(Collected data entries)
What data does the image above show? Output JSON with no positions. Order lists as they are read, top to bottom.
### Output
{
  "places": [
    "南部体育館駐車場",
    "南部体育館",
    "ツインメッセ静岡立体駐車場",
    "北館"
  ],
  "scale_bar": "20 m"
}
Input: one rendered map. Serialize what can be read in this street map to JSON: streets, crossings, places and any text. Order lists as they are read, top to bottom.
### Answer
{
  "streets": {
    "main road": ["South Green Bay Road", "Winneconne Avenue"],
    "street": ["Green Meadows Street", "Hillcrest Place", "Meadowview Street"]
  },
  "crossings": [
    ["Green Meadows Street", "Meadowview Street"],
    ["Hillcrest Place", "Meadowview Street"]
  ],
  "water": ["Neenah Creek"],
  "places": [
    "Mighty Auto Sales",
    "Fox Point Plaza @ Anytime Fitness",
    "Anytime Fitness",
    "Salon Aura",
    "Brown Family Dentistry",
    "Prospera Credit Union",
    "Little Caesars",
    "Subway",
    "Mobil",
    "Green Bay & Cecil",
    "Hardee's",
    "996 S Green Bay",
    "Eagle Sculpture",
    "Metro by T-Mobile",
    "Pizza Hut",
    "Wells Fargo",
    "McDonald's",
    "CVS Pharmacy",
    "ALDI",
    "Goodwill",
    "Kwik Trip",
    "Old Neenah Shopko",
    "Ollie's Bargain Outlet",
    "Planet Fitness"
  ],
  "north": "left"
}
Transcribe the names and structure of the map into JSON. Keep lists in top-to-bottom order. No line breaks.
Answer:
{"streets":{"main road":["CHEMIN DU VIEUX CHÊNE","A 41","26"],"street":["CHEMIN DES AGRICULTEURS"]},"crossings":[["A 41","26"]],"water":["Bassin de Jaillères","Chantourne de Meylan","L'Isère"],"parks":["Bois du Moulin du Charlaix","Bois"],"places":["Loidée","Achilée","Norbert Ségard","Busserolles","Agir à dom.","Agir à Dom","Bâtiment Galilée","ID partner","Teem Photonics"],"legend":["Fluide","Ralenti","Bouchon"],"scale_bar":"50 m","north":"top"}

What this task involves:
Without changing a word, print all of the entries above.

Task output:
What data does the image above show? Output JSON with no positions. Order lists as they are read, top to bottom.
### Output
{
  "places": [
    "南部体育館駐車場",
    "南部体育館",
    "ツインメッセ静岡立体駐車場",
    "北館"
  ],
  "scale_bar": "20 m"
}
Input: one rendered map. Serialize what can be read in this street map to JSON: streets, crossings, places and any text. Order lists as they are read, top to bottom.
### Answer
{
  "streets": {
    "main road": ["South Green Bay Road", "Winneconne Avenue"],
    "street": ["Green Meadows Street", "Hillcrest Place", "Meadowview Street"]
  },
  "crossings": [
    ["Green Meadows Street", "Meadowview Street"],
    ["Hillcrest Place", "Meadowview Street"]
  ],
  "water": ["Neenah Creek"],
  "places": [
    "Mighty Auto Sales",
    "Fox Point Plaza @ Anytime Fitness",
    "Anytime Fitness",
    "Salon Aura",
    "Brown Family Dentistry",
    "Prospera Credit Union",
    "Little Caesars",
    "Subway",
    "Mobil",
    "Green Bay & Cecil",
    "Hardee's",
    "996 S Green Bay",
    "Eagle Sculpture",
    "Metro by T-Mobile",
    "Pizza Hut",
    "Wells Fargo",
    "McDonald's",
    "CVS Pharmacy",
    "ALDI",
    "Goodwill",
    "Kwik Trip",
    "Old Neenah Shopko",
    "Ollie's Bargain Outlet",
    "Planet Fitness"
  ],
  "north": "left"
}
Transcribe the names and structure of the map into JSON. Keep lists in top-to-bottom order. No line breaks.
Answer:
{"streets":{"main road":["CHEMIN DU VIEUX CHÊNE","A 41","26"],"street":["CHEMIN DES AGRICULTEURS"]},"crossings":[["A 41","26"]],"water":["Bassin de Jaillères","Chantourne de Meylan","L'Isère"],"parks":["Bois du Moulin du Charlaix","Bois"],"places":["Loidée","Achilée","Norbert Ségard","Busserolles","Agir à dom.","Agir à Dom","Bâtiment Galilée","ID partner","Teem Photonics"],"legend":["Fluide","Ralenti","Bouchon"],"scale_bar":"50 m","north":"top"}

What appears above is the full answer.